Of course the economy surprised many by growing 0.9 percent quarter-on-quarter in the second quarter and 1.6 percent year-on-year according to seasonally adjusted data. It was up 1.1 percent year-on-year in the first half according to estimates, surpassing expectations. It is this performance and the continued encouraging signs from tourism which have prompted economists to predict a milder economic contraction for the year than the initial 2 to 4 percent drop. A growing number of analysts estimate economic activity will shrink by less than 2 percent in 2015.

Fresh data from the Hellenic Statistical Authority (ELSTAT) confirmed the strong contribution of the tourism industry to growth. Turnover in the accommodation and food sectors rose by 13.4 percent in the second quarter compared to the same period a year ago according to ELSTAT. It was up 6.7 percent in the corresponding period in 2014 compared to 2013.

Interestingly enough, wages in the total economy, excluding the primary sector (agriculture), fell more than 2 percent year-on-year from April through June. The decrease in wages and political uncertainty did not stop consumer spending from rising enough to prop up the economy during the same period. It should be noted that neither real estate – the main form of wealth in Greece – nor other financial assets rose to justify a wealth-induced pickup in consumption. The space created by the lack of additional austerity measures and the tendency of a growing number of people not to pay their utility bills (electricity etc) may help explain the pickup in consumer spending.

Moreover, the seasonally adjusted unemployment rate eased to 25 percent of the Greek labor force last May from 25.6 percent in April and 27 percent in May 2014, before climbing to 25.2 percent again in June. About 1.2 million people were jobless and 3.6 million working. There are about three dependents – that is unemployed, pensioners, children etc – for each worker in Greece given the population of 11 million people. This is the worst ratio in the eurozone and perhaps in the European Union, and cannot come down easily. The country will need net job gains of 100,000 or more in each of the next eight years for the number of employed to reach 4.4 million – that is the level seen back in 2010 when Greece sought the bailout program.

The economic constraints are known. Public spending cannot increase much and the tax capacity of the people and companies is finite so the general government cannot do much. Consumption may increase but it will not be sustainable or easy given the additional tax burden, inadequate bank credit and a weak labor market. It is private investment spending and exports of goods and services which could make the difference.

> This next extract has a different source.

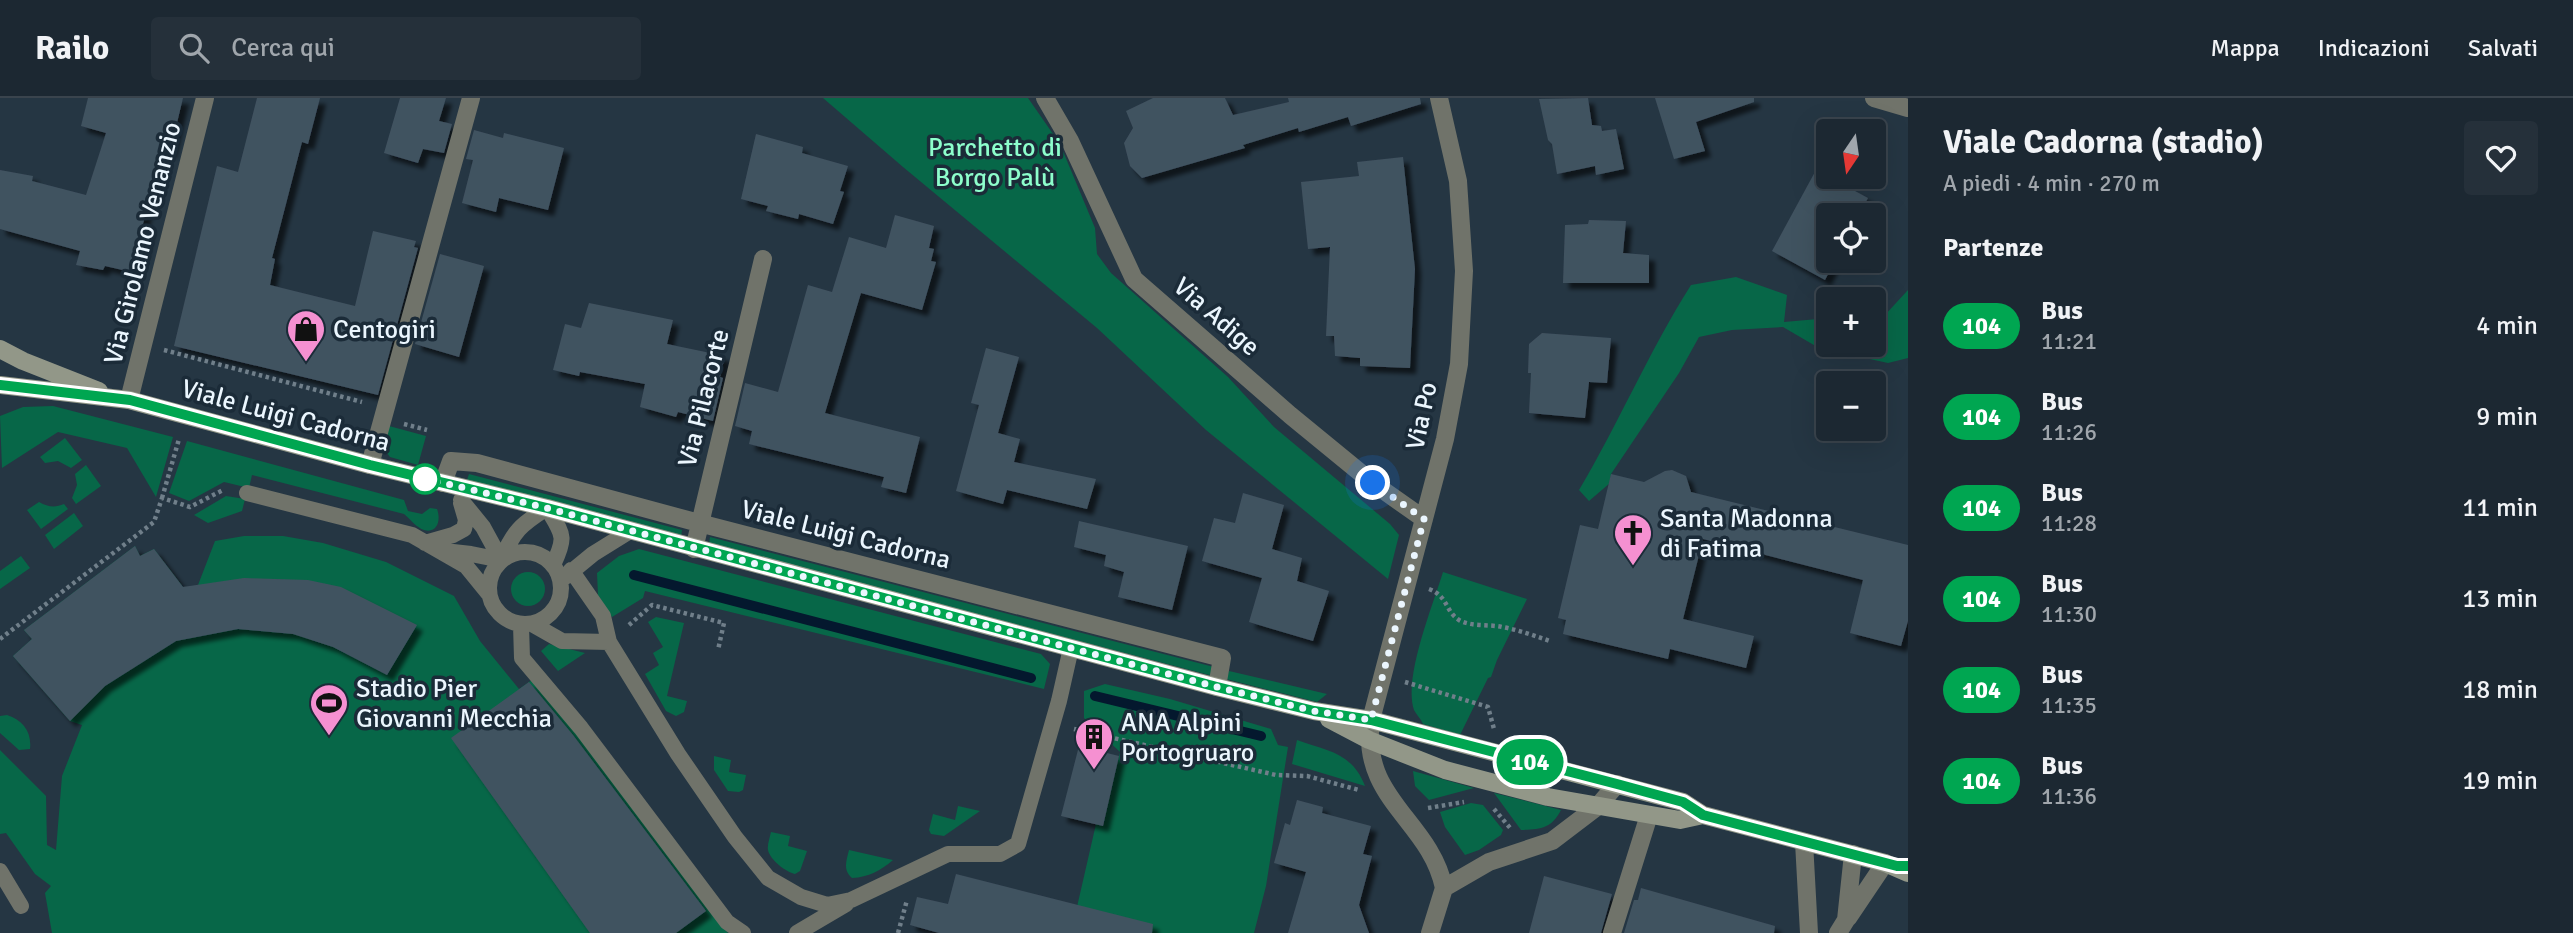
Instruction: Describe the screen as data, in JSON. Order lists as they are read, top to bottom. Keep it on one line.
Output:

However, this requires a national commitment, superseding any coalition government in our view. It is something analogous to what happened in South Korea a few decades ago and requires a change in Greece’s economic paradigm. A shift from a consumption-based and bank credit-funded model to an investment- and export-based one. Can the country’s political forces deliver it? We have strong doubts since it requires a consistent effort backed by almost all political parties, but hope dies last, as the Greeks say.